If you want to see blocks and blobs that arrived late we can search for:
grep -e "Delayed head" -e "Gossip block arrived late" -e "Gossip blob arrived late" ~/.lighthouse/mainnet/beacon/logs/beacon.log
Which shows values such as:
Apr 22 00:36:39.056 DEBG Gossip blob arrived late, commitment: 0xb90d…cf12, delay: 4.050169655s, slot: 8910181, proposer_index: 1047912, block_root: 0xdb8fa58ceb049f2ec2ae65b5e6097f11d866c5a453f7303923143a0066e9f7ef, module: network::network_beacon_processor::gossip_methods:631
Apr 22 00:36:39.110 DEBG Gossip block arrived late, block_delay: 4.105806458s, slot: 8910181, proposer_index: 1047912, block_root: 0xdb8fa58ceb049f2ec2ae65b5e6097f11d866c5a453f7303923143a0066e9f7ef, module: network::network_beacon_processor::gossip_methods:906
Apr 22 00:36:39.903 DEBG Delayed head block, set_as_head_time_ms: 132, imported_time_ms: 38, attestable_delay_ms: 4759, available_delay_ms: 4731, execution_time_ms: 625, blob_delay_ms: 4056, observed_delay_ms: 4105, total_delay_ms: 4902, slot: 8910181, proposer_index: 1047912, block_root: 0xdb8fa58ceb049f2ec2ae65b5e6097f11d866c5a453f7303923143a0066e9f7ef, service: beacon, module: beacon_chain::canonical_head:1503
Here we can see that both the block and blob arrived late, potentially causing us to miss our head vote in the attestations.

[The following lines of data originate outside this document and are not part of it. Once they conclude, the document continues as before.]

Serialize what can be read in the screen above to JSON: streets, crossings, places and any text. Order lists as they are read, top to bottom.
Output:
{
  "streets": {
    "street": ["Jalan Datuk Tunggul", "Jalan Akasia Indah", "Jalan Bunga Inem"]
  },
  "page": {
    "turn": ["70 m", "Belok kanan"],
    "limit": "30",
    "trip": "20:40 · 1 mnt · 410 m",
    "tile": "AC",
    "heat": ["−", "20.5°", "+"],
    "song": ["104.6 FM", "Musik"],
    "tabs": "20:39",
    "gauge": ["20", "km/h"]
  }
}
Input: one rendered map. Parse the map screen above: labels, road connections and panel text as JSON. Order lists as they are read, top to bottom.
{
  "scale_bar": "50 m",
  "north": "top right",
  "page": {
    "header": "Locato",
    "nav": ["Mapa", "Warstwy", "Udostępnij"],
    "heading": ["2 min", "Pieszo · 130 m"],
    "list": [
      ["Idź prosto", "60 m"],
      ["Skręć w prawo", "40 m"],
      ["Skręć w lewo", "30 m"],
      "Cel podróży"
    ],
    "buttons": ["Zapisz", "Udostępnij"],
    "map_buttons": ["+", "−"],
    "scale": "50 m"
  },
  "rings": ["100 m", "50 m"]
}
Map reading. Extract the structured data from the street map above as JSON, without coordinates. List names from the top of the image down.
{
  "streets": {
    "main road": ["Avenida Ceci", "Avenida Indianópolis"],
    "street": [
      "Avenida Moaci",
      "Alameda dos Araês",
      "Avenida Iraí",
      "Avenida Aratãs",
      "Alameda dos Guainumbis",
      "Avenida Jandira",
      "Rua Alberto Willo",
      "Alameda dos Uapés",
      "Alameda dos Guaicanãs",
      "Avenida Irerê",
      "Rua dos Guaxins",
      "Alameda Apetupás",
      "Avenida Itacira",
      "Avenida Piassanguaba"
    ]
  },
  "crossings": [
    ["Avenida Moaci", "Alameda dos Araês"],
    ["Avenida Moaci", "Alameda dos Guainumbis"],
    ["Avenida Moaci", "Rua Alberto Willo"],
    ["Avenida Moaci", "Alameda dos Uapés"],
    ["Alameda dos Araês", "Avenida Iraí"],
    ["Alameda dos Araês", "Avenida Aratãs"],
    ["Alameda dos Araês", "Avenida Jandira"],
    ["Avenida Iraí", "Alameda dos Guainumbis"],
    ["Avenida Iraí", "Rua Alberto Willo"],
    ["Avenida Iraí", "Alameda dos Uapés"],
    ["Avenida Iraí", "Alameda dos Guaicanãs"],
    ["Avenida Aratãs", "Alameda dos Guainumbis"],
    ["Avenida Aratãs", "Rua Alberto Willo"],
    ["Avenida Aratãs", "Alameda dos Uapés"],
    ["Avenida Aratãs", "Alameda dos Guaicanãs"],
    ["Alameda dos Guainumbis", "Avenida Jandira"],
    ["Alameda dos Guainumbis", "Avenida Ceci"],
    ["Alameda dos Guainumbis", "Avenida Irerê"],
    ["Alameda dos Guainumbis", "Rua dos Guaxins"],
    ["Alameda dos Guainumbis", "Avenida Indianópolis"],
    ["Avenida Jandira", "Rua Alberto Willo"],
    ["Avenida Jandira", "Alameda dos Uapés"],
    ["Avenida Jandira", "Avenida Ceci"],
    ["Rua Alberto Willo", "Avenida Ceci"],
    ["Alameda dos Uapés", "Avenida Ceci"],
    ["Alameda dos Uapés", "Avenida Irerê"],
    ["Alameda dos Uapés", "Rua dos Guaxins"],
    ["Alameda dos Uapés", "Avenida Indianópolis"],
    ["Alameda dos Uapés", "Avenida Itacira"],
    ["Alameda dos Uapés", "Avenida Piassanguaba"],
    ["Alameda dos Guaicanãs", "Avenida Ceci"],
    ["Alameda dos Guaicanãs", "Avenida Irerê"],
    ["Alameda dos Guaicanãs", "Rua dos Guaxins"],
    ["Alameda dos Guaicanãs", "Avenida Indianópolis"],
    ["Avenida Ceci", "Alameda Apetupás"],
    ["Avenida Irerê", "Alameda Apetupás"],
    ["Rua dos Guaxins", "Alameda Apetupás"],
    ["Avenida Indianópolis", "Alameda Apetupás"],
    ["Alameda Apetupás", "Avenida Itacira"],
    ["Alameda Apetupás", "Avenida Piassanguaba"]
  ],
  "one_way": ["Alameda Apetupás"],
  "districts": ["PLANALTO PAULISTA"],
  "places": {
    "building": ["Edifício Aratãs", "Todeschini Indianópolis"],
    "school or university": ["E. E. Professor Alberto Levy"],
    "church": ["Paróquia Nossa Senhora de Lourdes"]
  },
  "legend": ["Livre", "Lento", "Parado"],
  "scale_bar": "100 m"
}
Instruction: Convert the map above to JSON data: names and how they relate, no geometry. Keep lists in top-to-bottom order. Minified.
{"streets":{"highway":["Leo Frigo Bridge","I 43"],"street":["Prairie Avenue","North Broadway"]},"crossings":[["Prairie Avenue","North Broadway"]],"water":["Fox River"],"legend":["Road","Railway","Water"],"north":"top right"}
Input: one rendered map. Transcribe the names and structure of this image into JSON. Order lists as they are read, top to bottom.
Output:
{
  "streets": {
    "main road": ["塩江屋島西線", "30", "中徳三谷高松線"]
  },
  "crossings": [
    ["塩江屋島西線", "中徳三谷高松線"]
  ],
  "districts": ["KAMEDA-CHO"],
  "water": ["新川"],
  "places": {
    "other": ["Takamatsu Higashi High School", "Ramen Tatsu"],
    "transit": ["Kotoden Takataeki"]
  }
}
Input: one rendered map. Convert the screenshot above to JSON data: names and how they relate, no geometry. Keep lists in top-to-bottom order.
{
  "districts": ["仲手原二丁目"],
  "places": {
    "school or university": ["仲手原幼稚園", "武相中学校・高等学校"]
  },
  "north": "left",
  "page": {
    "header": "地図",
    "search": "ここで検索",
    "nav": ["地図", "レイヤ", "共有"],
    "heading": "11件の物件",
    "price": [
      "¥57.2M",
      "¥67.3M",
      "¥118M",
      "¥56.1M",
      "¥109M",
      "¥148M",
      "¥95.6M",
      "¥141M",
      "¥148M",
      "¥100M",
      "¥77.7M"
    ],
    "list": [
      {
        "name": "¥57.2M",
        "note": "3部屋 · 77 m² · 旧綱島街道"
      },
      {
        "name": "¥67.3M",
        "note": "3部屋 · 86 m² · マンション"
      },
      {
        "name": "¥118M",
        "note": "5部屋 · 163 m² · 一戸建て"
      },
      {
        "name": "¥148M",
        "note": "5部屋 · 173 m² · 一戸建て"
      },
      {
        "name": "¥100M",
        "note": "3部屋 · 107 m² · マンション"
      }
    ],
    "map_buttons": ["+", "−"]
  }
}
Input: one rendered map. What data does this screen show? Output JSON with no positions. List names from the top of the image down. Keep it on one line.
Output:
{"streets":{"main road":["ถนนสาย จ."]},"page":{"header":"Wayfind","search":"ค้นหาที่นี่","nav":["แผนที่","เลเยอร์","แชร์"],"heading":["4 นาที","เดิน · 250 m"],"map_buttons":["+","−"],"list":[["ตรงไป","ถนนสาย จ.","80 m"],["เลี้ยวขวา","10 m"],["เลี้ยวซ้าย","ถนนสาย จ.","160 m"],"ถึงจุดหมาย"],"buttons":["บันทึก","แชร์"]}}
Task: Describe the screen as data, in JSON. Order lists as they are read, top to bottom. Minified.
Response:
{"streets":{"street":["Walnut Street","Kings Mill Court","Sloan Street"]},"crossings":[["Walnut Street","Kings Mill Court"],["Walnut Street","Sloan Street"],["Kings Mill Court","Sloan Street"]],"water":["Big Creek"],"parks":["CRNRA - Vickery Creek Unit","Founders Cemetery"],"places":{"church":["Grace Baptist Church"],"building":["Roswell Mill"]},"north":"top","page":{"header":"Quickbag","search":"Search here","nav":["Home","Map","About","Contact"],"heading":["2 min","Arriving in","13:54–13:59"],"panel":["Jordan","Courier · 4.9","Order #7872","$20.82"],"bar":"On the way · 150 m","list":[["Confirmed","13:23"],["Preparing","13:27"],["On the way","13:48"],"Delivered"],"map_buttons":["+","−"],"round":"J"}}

We will leave the logging alone for now and move to more user friendly tools for analysing missed attestations.
Missed Attestation Dashboard
We've built a dashboard to help with the analysis. It's called
missed-attestations
and can be found in our
lighthouse-metrics
dashboards page. (You will need the v5.2.0 of Lighthouse or later for this
dashboard to work.) You will need to have the --metrics
flag on lighthouse
enabled and the lighthouse-metrics
docker containers running and described on
that repository.
It looks like this:
This provides an overview of metrics that are useful for analysing missed
attestations. The values on the top right of this dashboard give you statistics
over the last hour, day and week of expected performance given late blocks
arriving on the network. The first row show the head hit ratio. This is the
percentage of attestations that we expect to match on the head
vote. Or
more specifically, the percentage of blocks that arrived on time for our
attestations to vote in time for.
The second row indicate the expected percentage of our local node to have their attestations match on the target vote. That is, that the first block of an epoch came on-time such that they could be included in the local nodes attestations. Having these percentages deviate from 100% generally indicates that blocks are arriving late and we could be missing them in our attestations. This can be a global network issue (out of your local nodes control) or an issue with your local internet connection. Let's look into the impact of late blocks in a bit more detail.
Late Blocks
As we have discussed, late blocks can be a source of why our attestations are not being included in blocks. Lets have a look at some metrics in detail.
The first graph shows a high-level overview of the timing of blocks your local beacon node is receiving.
This gives the total time it takes for us to receive and import a block. It gives a high-level view of how late blocks and blobs are taking to arrive and process in your Lighthouse node. Ones that lie in the red region are generally arriving too late for us to attest to in a timely manner.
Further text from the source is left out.